SLO County Sheriff Parkinson: 'We Can’t Arrest Our Way Out’ of Mental Illness Crisis

America’s jails and prisons have become our mental hospitals, according to a 2010 study by the National Sheriffs’ Association and Treatment Advocacy Center, and almost five years later, “The way we do business, the pure volume alone, has become alarming to everybody at this point,” said San Luis Obispo County Sheriff Ian Parkinson.

UPDATE: The article below was published in March 2014. On May 23, an emotionally-disturbed student attending the University of California, Santa Barbara in Isla Vista, California, killed six UCSB students and injured 13 people before taking his own life. Police visited 22-year-old Elliot Rodger at his apartment in late April and found him calm and polite, offering them no indication that he or anyone else were in danger. Hidden in his room were three guns… Four days later, on May 27, a patient at high-security Atascadero State Hospital was allegedly killed by another patient, and an employee was injured, in a hospital dorm room.
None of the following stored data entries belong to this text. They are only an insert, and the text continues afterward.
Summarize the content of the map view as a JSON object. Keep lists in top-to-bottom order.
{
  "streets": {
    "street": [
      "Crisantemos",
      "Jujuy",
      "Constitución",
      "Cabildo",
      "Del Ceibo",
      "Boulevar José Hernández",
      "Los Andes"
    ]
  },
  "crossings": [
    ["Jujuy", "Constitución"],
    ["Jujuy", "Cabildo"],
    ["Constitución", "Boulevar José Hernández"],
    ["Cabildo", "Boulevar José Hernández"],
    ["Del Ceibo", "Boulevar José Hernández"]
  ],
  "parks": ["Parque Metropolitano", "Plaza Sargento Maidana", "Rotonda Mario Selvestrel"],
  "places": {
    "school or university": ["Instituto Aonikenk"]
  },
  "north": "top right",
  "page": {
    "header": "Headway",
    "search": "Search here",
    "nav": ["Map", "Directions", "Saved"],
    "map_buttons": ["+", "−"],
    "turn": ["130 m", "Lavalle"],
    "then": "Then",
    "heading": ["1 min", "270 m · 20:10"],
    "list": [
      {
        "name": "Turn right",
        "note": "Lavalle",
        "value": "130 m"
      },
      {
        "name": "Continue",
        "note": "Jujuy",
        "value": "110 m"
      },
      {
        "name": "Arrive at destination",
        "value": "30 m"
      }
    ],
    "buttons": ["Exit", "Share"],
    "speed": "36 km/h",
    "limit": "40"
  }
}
An inmate, 34, was booked into San Luis Obispo County Jail the next day on suspicion of murder. The suspect had a history of assault and destructive behavior…


America’s jails and prisons have become our mental hospitals, according to a 2010 study by the National Sheriffs’ Association and Treatment Advocacy Center, and almost five years later, “The way we do business, the pure volume alone, has become alarming to everybody at this point,” said San Luis Obispo County Sheriff Ian Parkinson.
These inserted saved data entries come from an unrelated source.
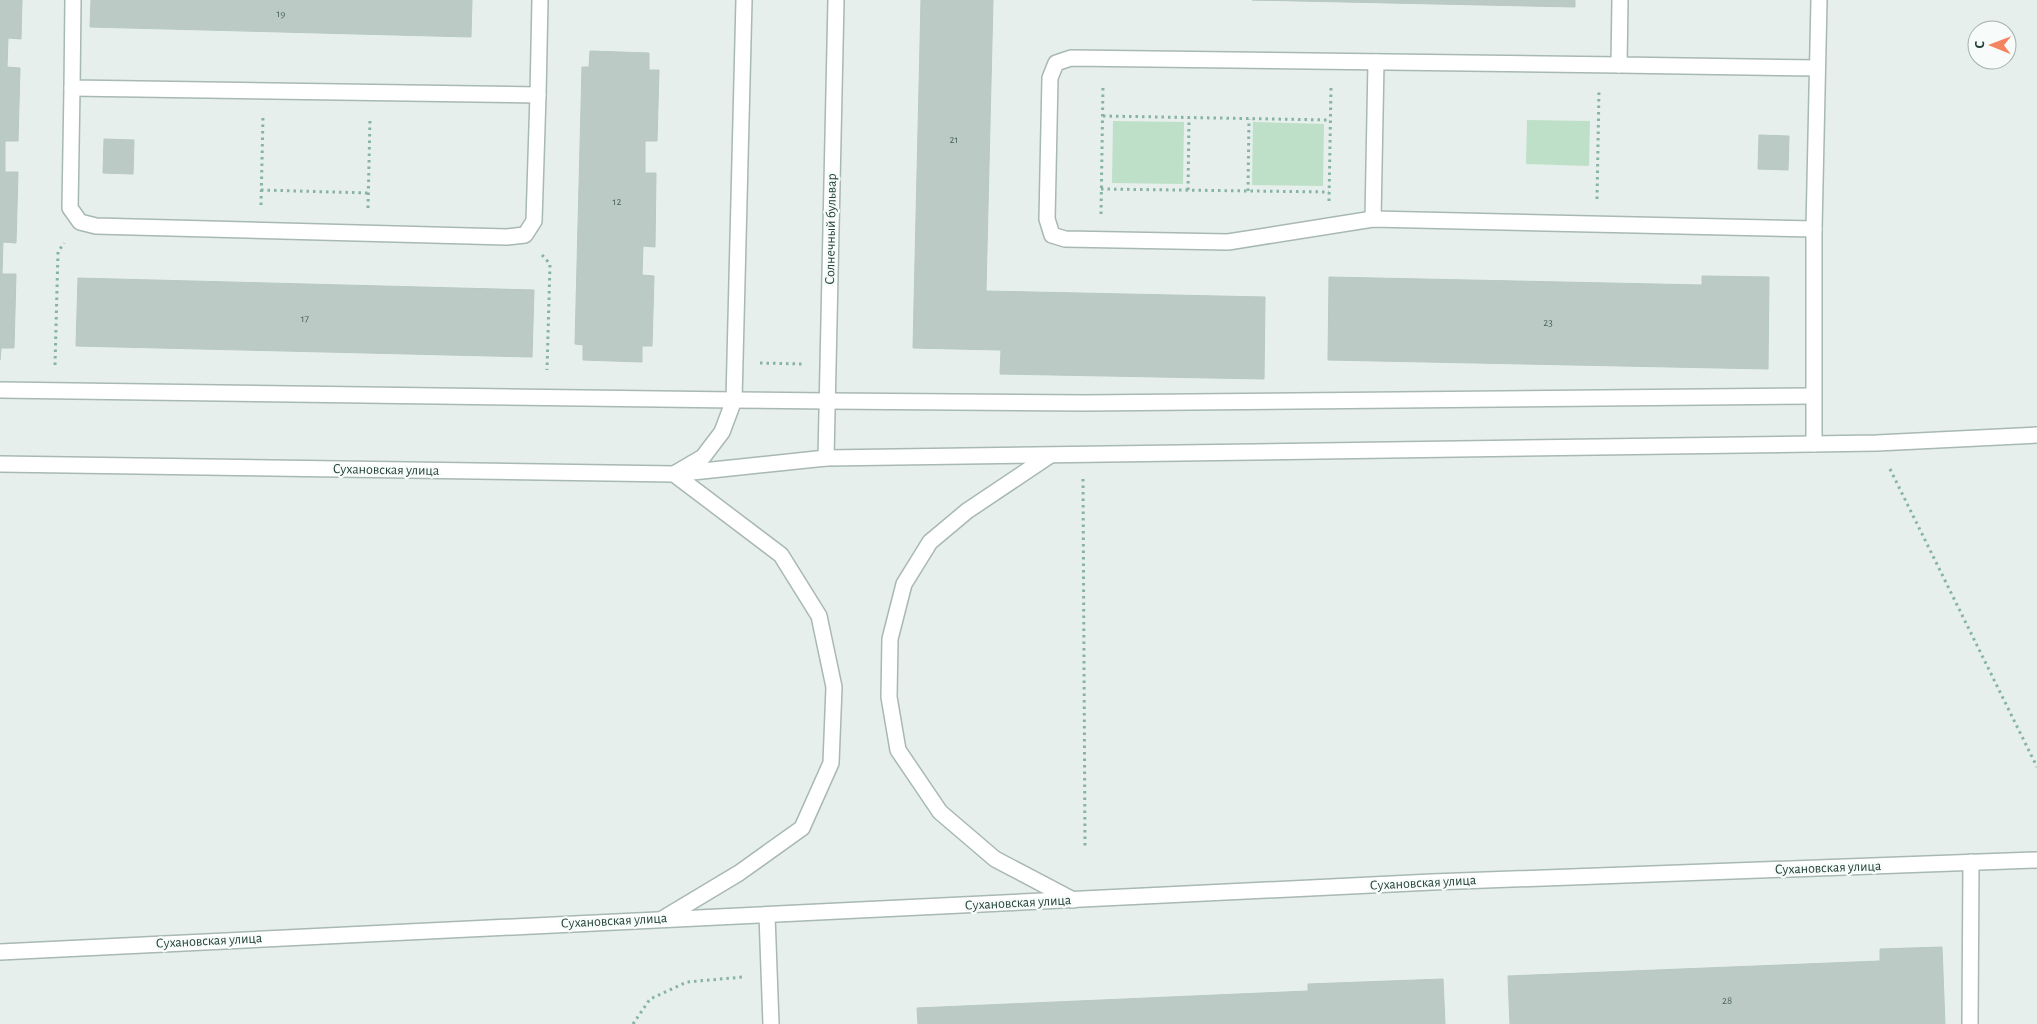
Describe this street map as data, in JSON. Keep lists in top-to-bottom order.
{
  "streets": {
    "street": ["Солнечный бульвар", "Сухановская улица"]
  },
  "crossings": [
    ["Солнечный бульвар", "Сухановская улица"]
  ],
  "house_numbers": [
    "19",
    "21",
    "12",
    "17",
    "23",
    "28"
  ],
  "north": "left"
}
“That’s what makes it urgent that we are finally starting to realize that we’ve got a problem,” he recently told The ROCK.

The “problem” in 2014 is defined by a complex mix of laws, regulations, policies and budgetary restrictions, where state and local government bear the brunt of responsibility for treatment of the mentally ill. Finding effective patient care may depend on where someone lives in the state or county. A modern, capsule, historical overview of America’s care, and lack of it, for the mentally ill can be illustrated by the old balloon theory—push in one side and it pops out the other. Empty the psychiatric hospitals—and today there are more than three times more seriously mentally ill people in U.S. jails and prisons than in hospitals.

At least 16% of inmates in U.S. jails and prisons have a serious mental illness. In 1983 the percentage was 6.4%. So in less than three decades the percentage of seriously mentally ill prisoners has almost tripled, according to 2006 Bureau of Justice Statistics.

There is a direct and persistent connection between the lack of treatment for mental illness and the commission of crimes, petty and violent. There are the headline-stealing mass killings that are impossible to ignore, yet continue: the Aurora, Colorado movie theater shooting; the Navy shipyard killings in Washington, D.C.; the mass killings at Sandy Hook Elementary School; and even the Gus Deeds attack and suicide in Virginia, though not a mass killing—for want of one psychiatric bed. Each individual was in a psychiatric crisis and didn’t receive the help they desperately needed when they needed it, before tragedy struck.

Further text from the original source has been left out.